Bless me father for I have sinned....wait it's not that kind of confession. Well Im sure Ive sinned, but I'm thinking the good lord will let me slide on this one.
What I'm trying to say is I'm not what I appear to be.
Let me clarify. I may sound all funny and witty and maybe even a little outgoing on the blog, but really and truly I'm not funny at all in real life. In fact I'm far from funny. I'm the quiet shy girl at the party hovered in the corner curled up in fetal position rocking back forth repeating to myself, there's no place like home there's no place like home.

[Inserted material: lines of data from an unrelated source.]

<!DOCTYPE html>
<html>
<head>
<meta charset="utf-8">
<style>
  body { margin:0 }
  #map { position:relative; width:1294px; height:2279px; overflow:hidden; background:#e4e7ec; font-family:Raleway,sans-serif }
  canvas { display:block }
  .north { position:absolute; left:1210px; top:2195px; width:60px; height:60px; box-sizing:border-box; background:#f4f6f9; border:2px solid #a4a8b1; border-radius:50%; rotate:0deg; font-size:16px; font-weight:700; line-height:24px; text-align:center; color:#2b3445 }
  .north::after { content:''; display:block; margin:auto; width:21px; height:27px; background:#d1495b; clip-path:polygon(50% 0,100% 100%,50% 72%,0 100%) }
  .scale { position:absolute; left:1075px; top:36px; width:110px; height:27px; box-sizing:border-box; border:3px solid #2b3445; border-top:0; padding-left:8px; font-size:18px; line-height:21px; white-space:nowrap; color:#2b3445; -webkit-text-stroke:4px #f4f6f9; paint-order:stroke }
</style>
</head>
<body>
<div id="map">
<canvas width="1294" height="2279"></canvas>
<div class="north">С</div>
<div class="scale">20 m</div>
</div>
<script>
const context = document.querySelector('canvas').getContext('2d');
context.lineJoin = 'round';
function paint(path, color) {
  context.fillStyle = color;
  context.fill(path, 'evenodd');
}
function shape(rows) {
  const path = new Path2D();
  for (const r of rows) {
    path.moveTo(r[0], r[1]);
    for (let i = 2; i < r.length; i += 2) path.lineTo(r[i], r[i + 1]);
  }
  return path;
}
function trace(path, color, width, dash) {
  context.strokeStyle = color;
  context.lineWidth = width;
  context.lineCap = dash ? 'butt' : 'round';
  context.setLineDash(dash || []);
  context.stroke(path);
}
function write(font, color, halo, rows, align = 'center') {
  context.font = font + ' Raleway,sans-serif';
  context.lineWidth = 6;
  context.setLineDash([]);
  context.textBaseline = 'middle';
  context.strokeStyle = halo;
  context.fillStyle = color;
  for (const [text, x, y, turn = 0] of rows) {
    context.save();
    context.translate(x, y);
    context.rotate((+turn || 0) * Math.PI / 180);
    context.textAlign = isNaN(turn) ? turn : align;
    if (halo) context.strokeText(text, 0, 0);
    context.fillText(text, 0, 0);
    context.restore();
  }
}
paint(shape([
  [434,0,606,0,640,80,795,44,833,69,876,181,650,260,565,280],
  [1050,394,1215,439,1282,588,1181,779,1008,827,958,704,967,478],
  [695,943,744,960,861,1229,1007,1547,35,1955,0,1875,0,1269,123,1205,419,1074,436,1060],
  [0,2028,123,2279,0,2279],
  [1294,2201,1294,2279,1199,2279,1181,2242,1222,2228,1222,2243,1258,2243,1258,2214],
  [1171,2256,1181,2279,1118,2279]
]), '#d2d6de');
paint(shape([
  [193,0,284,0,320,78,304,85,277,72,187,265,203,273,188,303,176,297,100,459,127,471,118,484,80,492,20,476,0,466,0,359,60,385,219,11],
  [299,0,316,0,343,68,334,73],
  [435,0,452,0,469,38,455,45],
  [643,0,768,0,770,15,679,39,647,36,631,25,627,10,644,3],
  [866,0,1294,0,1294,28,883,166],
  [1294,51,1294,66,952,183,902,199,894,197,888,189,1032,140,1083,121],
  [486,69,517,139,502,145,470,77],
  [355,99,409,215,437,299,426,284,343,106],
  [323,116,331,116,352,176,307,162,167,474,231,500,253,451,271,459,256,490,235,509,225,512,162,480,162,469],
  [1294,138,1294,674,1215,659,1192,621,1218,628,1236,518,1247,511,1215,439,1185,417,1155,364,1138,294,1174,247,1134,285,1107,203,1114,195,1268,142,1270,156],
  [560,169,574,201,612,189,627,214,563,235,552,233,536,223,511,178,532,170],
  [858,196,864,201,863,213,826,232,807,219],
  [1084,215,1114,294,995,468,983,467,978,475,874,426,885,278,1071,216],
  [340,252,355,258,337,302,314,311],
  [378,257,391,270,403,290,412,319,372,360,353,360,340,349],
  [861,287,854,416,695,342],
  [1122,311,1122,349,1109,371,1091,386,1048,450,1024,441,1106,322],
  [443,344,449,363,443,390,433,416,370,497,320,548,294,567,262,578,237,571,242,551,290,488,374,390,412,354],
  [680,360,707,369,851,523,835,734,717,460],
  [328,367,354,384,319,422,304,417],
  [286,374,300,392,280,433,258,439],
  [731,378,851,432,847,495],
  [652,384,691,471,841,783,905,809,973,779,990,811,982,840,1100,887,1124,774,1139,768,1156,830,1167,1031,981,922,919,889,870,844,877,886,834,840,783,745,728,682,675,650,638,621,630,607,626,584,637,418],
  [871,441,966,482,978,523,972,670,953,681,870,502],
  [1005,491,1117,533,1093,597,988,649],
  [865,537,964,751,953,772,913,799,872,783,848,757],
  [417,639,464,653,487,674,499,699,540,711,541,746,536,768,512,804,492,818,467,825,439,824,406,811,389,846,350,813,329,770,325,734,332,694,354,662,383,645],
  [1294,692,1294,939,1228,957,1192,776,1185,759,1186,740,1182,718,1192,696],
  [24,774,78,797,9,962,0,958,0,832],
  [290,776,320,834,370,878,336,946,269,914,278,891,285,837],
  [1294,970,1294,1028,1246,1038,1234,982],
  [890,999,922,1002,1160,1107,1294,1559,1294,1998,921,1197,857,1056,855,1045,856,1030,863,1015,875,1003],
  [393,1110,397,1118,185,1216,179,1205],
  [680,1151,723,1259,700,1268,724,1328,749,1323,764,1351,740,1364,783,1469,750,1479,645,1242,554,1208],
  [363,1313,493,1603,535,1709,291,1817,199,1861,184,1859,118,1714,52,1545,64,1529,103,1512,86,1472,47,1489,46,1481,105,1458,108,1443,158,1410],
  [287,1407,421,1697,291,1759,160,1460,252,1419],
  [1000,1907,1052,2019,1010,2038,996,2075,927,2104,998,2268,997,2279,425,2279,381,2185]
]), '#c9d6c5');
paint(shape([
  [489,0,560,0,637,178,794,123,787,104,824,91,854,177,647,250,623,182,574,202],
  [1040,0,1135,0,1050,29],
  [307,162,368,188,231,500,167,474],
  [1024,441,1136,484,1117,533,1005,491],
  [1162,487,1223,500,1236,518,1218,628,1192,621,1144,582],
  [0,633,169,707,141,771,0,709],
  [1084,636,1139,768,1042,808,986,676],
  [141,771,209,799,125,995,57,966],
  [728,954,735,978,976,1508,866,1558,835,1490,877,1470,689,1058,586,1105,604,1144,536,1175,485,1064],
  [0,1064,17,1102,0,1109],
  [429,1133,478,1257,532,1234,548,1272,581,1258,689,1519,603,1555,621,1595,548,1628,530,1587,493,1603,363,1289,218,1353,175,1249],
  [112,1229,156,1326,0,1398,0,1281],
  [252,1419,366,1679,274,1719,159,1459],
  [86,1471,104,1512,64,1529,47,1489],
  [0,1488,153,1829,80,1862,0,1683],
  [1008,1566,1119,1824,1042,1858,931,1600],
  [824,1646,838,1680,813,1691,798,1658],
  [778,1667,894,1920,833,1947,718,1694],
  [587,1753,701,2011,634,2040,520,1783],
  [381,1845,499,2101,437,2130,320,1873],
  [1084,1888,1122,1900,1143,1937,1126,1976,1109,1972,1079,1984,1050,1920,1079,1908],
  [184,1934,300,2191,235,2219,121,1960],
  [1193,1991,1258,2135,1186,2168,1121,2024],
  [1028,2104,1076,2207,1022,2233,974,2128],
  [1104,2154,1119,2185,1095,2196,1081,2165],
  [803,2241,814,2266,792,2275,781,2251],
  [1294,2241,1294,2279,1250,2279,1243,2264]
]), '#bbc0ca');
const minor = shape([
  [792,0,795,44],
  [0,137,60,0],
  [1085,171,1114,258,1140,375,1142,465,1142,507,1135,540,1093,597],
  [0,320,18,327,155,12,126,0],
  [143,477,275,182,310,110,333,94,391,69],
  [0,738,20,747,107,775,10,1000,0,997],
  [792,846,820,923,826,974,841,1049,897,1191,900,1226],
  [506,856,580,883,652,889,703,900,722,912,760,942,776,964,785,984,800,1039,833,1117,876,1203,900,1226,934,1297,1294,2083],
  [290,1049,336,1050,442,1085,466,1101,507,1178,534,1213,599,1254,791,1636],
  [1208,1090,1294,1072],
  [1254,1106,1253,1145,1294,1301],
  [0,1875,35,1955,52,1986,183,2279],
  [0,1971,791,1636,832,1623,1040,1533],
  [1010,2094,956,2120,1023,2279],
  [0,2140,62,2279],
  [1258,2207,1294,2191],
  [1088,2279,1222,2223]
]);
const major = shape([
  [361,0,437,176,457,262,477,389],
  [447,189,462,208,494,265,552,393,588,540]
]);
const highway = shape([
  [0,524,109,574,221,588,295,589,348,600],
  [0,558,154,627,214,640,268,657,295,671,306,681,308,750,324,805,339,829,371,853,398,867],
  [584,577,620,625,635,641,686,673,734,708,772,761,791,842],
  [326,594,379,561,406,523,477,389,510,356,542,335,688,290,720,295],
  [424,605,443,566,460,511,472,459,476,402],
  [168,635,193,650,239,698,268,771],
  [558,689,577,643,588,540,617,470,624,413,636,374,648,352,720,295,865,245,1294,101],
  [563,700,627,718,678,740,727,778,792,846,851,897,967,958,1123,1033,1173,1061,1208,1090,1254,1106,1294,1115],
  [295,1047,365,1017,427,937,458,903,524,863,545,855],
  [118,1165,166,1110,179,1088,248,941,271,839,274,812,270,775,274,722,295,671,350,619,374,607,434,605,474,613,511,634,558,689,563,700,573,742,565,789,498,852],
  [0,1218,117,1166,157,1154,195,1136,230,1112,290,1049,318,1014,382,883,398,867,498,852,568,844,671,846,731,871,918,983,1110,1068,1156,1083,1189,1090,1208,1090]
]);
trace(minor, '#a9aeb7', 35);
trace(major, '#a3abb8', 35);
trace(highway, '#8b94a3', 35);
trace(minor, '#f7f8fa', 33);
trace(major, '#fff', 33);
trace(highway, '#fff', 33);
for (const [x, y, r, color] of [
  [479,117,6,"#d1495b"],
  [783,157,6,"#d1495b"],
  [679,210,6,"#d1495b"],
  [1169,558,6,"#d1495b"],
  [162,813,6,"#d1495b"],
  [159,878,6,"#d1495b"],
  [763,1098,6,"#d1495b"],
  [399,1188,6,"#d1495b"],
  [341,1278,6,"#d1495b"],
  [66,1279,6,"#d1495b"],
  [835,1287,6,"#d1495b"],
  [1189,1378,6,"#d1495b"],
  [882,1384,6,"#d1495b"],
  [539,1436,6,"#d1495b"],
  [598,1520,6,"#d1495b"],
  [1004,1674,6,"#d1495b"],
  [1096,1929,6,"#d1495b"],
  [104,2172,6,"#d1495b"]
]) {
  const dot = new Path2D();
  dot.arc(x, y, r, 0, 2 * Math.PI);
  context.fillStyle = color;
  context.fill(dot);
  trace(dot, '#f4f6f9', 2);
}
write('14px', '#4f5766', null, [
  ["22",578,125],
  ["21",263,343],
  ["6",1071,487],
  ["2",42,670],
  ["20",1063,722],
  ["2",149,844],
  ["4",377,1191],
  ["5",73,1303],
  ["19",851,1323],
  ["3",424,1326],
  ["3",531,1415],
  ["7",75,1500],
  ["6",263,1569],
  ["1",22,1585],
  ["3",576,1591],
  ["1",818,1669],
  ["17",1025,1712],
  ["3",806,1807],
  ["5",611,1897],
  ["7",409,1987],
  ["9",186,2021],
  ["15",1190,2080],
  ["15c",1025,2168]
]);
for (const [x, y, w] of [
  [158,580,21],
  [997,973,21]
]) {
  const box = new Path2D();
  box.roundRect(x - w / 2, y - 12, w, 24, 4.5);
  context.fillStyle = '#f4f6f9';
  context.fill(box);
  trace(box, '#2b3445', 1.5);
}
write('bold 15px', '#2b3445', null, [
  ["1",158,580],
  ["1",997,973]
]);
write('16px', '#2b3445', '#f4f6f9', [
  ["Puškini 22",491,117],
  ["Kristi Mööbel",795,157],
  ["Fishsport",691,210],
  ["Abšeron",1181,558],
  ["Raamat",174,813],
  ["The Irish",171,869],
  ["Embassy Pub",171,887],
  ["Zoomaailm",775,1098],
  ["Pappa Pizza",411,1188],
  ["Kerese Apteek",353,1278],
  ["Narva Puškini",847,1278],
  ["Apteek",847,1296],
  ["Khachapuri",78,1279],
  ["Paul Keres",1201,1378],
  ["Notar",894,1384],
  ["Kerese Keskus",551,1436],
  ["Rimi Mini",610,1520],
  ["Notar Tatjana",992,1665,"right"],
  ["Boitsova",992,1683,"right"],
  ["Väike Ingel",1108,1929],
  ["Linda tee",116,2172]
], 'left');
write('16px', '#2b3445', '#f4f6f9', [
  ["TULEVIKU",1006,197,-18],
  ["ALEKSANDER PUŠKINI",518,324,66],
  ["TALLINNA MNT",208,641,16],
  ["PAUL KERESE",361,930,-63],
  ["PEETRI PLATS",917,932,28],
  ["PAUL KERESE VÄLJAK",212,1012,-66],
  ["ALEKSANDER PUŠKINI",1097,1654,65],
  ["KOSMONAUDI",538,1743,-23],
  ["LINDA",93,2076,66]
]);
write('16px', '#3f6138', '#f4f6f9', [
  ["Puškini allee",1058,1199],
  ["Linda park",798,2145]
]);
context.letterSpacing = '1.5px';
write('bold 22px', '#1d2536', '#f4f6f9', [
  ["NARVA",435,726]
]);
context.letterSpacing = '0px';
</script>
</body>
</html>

I'm not one to be a social butterfly by any means. Just ask my friends. If I were to meet any of my new blog buddies (I hope your my buddies) in person I would probably have a nervous break down and would need some Zanex or booze or Zanex and booze, to settle me down.
Now I know you guys are the sweetest nicest Internets in the whole entire world. Your the best, you really know how to make a gal feel special, but I feel much more confident behind the curtain so to speak. I just know ya'll would probably be so disappointed to actually meet me. I also should admit that it's not like ya'll are knocking on my door to meet me. Cause ya'll are polite like that, which I appreciate cause the house is a mess and I'd have to ask you to leave or something.
Anyways I just wanted to forewarn you that this is all a fa sad and I just act and blog this way cause I can and because I am a little neurotic, and crazy, and sometimes a girl just has to get her crazies out.
I love you guys and love your oh so sweet comments. Where else could a girl go to read such sweet nothings spoken about her?